Their defense would summon a couple of fourth-down stands, the most singular being when cornerback Kamari Lassiter flew like a spinning saw blade into Jo’quavious Marks, cutting him down just short of a first down at the Georgia 8 with 9:54 left in the game. And along the way neutralize the bothersome passing game of Miss State’s Mike Leach, much as it had Tennessee’s the week before.

They would not be rattled by the famous cowbells wielded like a weapon by Mississippi State’s home crowd. Please, fool. If you’re going to unsettle such a mentally well-conditioned team as this, you better bring nothing less than 40,000 tornado sirens to the game.

Sure, any cow within Oktibbeha County here may not give milk for the rest of the weekend. But as for Georgia’s Bulldogs, they were nonplussed and efficiently merciless. To them, it was but the sound of crickets.

They were suckered into a false-start penalty on their first play of the game, but never again. Two plays later Georgia had its initial first down, with 19 more to come this night. Four minutes later it had its first of six touchdowns.
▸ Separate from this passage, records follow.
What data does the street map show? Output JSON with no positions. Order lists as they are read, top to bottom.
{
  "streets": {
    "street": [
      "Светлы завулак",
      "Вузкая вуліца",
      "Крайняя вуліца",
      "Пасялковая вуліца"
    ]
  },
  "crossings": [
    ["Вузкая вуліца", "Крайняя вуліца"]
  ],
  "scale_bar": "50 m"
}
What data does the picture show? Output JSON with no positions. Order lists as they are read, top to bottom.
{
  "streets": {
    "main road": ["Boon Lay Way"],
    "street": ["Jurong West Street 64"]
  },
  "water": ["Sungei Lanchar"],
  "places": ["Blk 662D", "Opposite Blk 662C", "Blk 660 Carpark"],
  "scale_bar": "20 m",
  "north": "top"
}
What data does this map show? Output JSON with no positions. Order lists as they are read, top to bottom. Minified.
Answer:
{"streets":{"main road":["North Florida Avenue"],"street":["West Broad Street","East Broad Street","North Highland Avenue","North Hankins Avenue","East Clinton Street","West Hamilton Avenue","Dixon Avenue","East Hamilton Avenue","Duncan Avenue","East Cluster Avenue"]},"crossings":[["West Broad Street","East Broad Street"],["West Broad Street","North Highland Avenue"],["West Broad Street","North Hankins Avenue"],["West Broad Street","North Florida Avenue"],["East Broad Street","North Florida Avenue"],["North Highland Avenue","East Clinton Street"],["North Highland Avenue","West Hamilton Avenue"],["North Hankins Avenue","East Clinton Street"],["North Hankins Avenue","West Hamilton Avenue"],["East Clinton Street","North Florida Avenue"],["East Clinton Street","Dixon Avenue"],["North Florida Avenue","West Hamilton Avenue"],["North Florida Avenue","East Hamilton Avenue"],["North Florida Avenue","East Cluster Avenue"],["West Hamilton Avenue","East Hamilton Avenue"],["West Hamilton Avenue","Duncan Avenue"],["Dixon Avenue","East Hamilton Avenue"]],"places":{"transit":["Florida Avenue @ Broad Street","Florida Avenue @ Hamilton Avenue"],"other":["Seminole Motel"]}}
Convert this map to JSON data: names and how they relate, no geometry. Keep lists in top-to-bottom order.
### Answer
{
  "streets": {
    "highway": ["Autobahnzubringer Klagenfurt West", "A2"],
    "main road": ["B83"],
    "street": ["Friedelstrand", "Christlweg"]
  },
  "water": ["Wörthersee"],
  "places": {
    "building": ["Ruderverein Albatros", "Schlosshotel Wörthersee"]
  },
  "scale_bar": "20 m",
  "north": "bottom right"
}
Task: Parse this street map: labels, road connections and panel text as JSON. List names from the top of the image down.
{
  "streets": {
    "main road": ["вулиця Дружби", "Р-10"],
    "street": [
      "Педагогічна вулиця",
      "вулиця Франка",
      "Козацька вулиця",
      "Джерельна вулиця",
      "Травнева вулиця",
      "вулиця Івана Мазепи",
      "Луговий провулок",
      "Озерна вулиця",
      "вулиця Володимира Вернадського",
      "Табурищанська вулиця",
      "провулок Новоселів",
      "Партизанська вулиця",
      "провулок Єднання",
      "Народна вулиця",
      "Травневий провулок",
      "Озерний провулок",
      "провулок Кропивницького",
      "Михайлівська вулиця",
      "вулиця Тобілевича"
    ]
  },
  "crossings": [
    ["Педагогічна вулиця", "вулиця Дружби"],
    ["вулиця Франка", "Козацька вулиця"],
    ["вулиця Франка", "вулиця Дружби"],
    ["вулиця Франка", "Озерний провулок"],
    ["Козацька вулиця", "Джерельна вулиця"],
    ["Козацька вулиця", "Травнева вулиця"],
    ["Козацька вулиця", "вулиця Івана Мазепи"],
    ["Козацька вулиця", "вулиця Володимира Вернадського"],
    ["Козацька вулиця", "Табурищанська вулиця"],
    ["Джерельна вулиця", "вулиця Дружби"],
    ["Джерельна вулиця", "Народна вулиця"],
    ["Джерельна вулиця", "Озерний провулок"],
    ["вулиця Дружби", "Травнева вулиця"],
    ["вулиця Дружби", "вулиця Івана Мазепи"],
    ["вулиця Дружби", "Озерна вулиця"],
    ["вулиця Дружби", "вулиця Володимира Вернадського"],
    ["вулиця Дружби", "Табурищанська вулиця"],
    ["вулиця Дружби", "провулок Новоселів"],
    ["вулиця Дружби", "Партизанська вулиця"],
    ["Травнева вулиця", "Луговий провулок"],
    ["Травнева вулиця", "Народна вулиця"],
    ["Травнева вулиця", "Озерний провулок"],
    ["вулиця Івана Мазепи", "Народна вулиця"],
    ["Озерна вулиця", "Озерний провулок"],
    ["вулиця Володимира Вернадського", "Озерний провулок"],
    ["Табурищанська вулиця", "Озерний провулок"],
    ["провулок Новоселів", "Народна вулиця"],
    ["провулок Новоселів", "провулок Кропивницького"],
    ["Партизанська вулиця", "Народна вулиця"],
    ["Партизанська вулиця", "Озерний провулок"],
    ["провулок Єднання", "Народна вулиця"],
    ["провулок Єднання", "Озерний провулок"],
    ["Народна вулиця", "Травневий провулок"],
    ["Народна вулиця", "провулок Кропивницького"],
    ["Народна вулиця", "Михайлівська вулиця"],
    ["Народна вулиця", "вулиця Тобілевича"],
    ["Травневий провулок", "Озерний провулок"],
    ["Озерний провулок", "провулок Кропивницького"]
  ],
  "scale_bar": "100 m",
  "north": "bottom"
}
Sewing up the SEC East was met with all the enthusiasm of Entenmann’s turning out another sweet danish. “It’s one more step to our end goal,” McConkey said.

A date with LSU is set for Dec. 3 for the SEC Championship game inside Mercedes-Benz Stadium.

Enjoying every frigid moment – the good so massively outweighing the bad – was another huge following of Georgia fans.

They had made themselves known all along the road to this remote outpost, a 280-mile drive from Atlanta. The route just happens to pass right by Tuscaloosa, which to the disappointment of none, will be as close as any Bulldog gets to the University of Alabama this season. In quirky 2022, the home of the Crimson Tide is but a place to gas up and relieve one’s self on the way to another special season.